#### [WORK TO BE COMPLETED]
State how many lines of the entries below hold the word "Sort"; reply with nothing but the number.

■ ■ ■

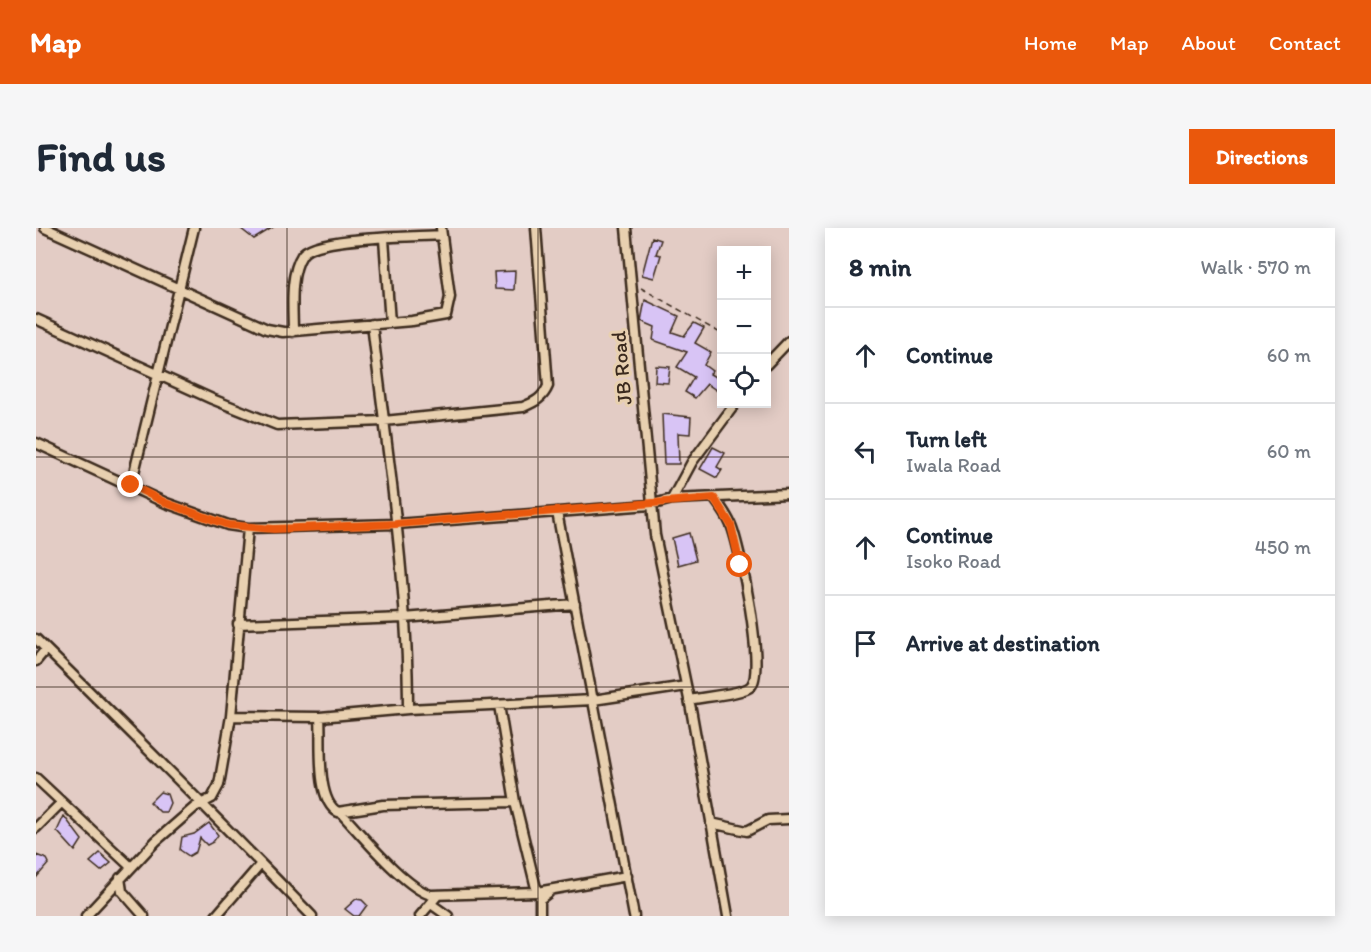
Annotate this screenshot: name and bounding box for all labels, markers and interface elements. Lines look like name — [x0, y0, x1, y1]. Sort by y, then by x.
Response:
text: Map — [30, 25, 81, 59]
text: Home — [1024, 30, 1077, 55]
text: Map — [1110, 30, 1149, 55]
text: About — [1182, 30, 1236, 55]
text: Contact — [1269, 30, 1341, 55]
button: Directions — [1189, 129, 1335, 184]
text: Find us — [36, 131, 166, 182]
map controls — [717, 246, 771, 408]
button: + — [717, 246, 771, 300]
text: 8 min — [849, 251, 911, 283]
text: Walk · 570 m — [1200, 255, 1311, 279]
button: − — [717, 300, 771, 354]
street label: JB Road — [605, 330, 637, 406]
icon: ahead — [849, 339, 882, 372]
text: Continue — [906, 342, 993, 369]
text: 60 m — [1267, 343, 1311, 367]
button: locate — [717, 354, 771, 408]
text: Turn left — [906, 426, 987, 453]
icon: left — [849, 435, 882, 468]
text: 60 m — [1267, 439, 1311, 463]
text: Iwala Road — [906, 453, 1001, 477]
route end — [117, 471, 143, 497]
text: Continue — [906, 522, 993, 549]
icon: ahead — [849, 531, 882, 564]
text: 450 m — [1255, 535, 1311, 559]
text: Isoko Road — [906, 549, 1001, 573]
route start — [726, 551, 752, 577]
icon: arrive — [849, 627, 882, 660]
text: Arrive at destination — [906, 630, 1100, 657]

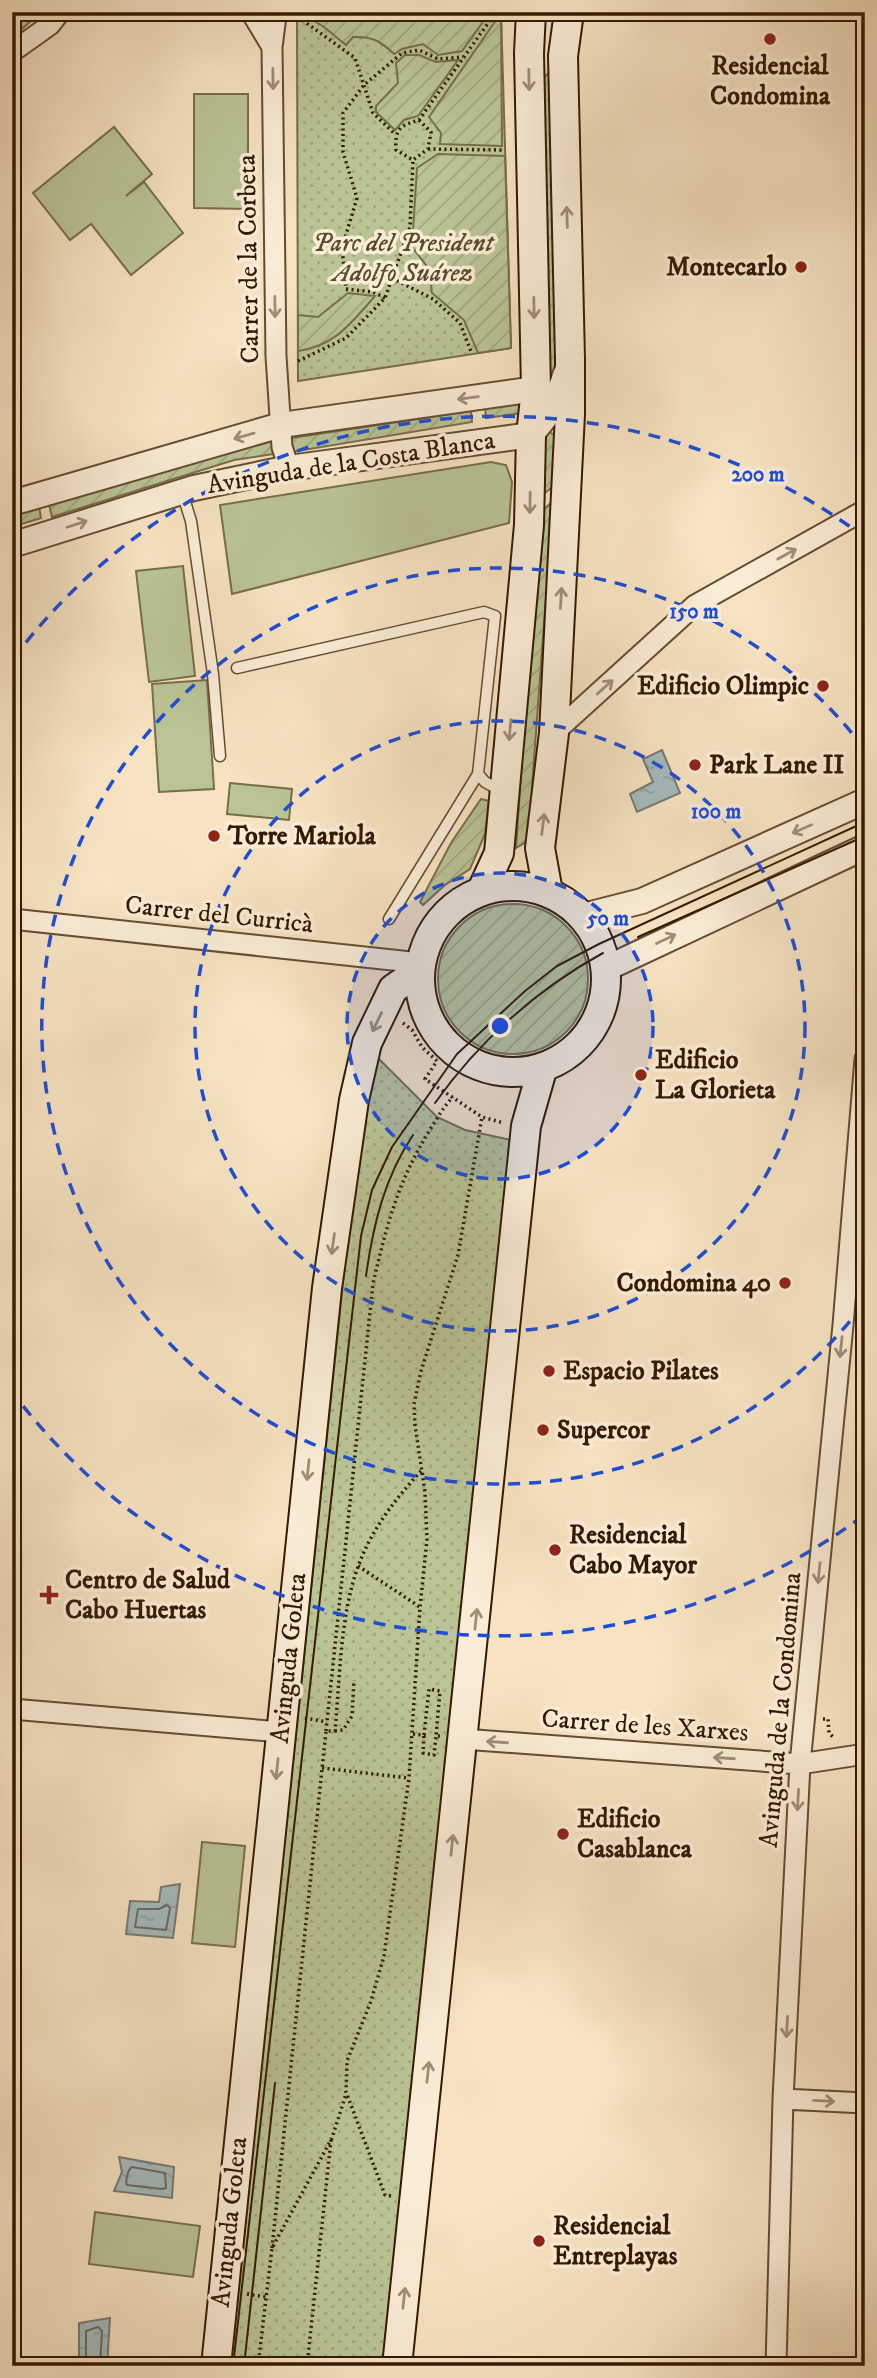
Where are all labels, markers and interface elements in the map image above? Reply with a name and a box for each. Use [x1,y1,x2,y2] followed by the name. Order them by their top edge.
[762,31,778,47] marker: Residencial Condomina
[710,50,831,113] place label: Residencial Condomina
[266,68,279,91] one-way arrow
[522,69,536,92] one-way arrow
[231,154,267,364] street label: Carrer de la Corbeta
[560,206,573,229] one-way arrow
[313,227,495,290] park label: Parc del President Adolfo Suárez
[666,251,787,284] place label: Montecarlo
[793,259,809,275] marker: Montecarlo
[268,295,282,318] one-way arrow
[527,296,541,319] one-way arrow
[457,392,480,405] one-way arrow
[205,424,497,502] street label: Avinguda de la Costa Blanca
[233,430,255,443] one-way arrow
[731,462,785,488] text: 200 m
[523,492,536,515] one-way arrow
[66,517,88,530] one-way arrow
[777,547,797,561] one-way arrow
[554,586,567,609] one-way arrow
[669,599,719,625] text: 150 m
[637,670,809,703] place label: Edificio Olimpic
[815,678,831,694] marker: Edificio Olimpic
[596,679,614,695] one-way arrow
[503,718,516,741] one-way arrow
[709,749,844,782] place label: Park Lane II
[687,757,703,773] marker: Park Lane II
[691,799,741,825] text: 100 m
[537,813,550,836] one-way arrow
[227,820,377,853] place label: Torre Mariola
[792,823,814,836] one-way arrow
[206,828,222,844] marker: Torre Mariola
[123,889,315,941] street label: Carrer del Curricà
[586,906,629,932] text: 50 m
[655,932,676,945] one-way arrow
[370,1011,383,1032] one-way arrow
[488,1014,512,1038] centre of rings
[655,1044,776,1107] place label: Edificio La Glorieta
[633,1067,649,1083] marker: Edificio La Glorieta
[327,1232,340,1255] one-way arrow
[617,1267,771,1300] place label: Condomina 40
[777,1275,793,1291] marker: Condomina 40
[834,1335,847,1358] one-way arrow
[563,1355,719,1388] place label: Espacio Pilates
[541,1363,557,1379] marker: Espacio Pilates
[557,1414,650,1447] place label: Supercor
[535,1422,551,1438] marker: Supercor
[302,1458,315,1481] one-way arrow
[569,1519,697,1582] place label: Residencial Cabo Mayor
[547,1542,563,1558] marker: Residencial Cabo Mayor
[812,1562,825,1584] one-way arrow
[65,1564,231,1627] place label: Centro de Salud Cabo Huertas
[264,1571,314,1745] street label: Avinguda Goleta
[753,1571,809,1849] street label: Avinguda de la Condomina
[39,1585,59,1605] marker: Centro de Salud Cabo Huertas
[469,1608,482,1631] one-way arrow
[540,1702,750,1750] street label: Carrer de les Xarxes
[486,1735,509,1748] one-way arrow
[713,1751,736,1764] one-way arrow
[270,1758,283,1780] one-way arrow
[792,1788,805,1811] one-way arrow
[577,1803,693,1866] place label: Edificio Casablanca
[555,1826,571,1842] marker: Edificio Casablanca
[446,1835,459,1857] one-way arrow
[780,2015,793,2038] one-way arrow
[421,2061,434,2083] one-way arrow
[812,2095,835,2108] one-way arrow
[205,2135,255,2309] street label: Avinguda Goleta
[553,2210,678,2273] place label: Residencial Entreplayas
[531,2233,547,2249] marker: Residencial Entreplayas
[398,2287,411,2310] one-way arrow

■ ■ ■

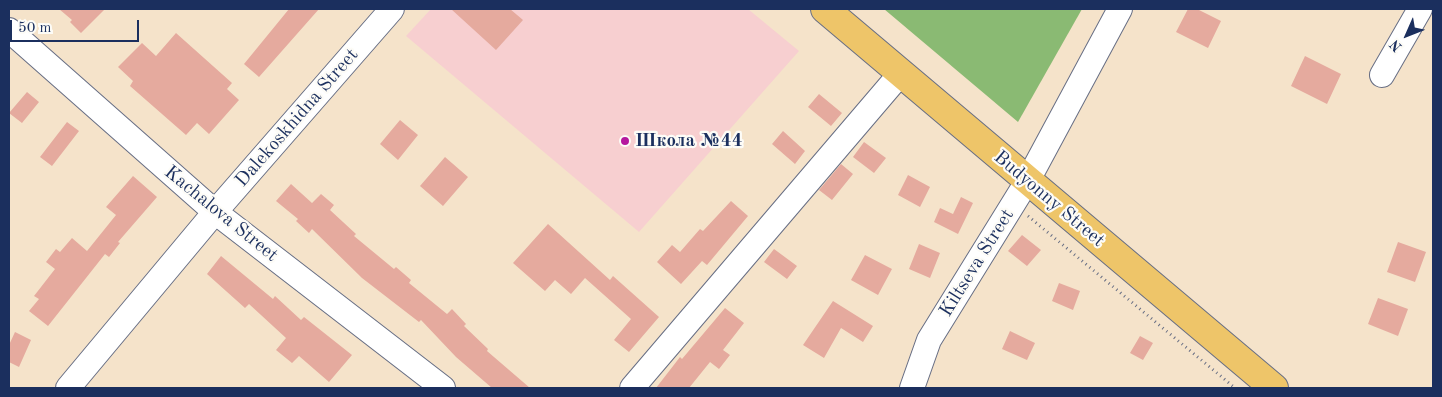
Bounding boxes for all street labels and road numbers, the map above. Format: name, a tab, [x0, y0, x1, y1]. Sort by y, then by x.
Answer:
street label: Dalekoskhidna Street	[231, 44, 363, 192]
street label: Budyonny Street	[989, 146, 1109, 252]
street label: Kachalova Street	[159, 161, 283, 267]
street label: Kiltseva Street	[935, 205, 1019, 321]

■ ■ ■

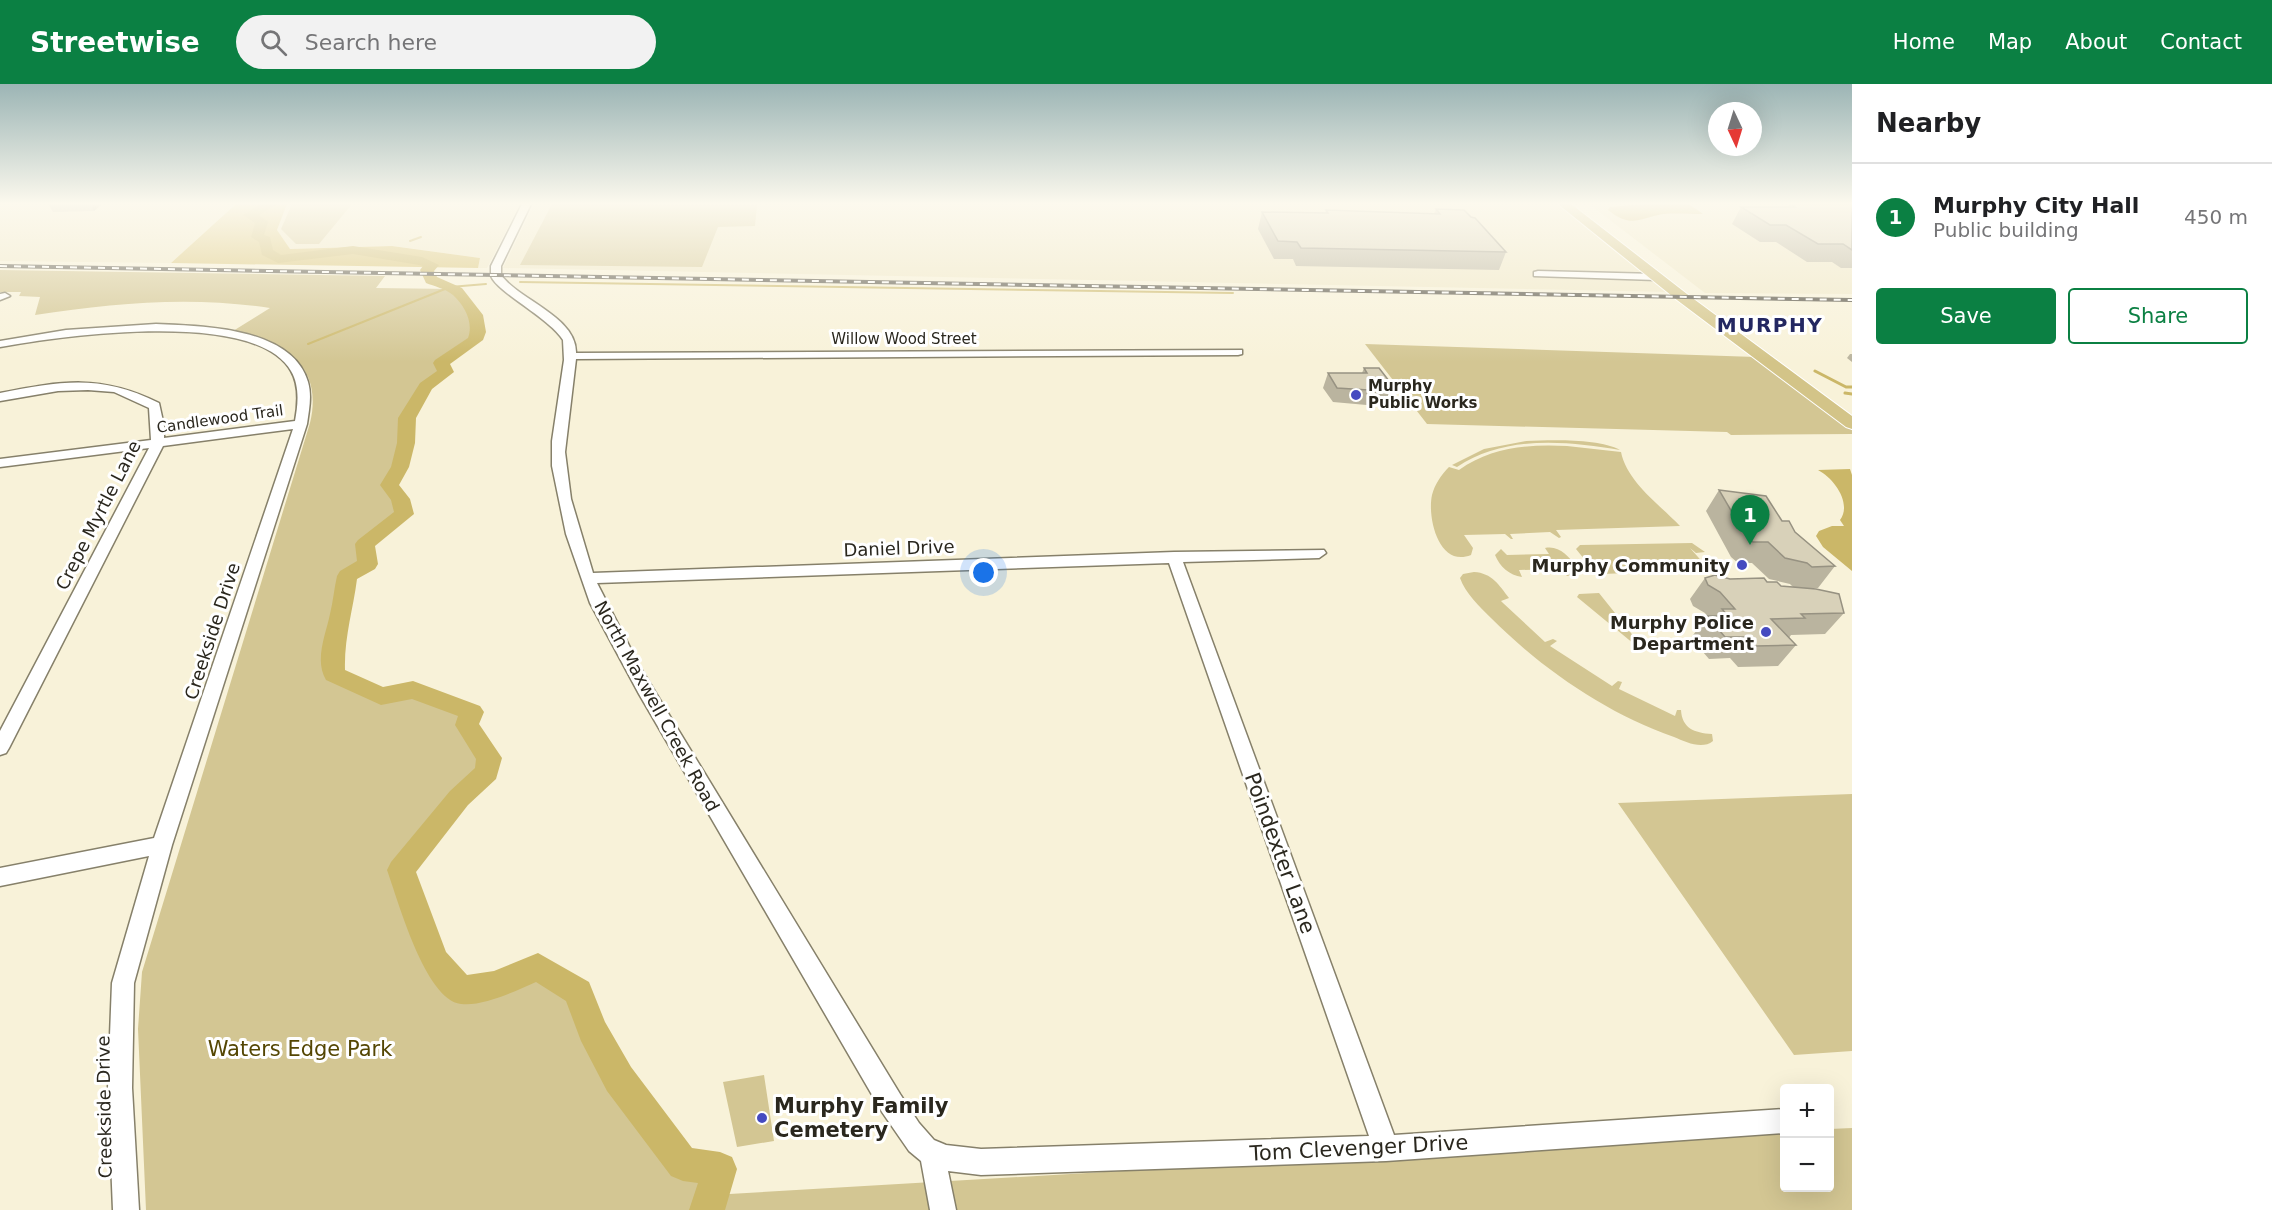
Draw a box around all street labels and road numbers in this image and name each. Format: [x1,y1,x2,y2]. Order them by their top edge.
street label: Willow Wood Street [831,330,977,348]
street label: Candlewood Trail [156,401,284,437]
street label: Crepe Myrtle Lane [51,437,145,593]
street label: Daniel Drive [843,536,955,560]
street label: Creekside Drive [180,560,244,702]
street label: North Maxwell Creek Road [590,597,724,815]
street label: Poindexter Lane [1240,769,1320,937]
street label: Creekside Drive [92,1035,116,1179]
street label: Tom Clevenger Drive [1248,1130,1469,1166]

■ ■ ■

#### [ANSWER BOX]
2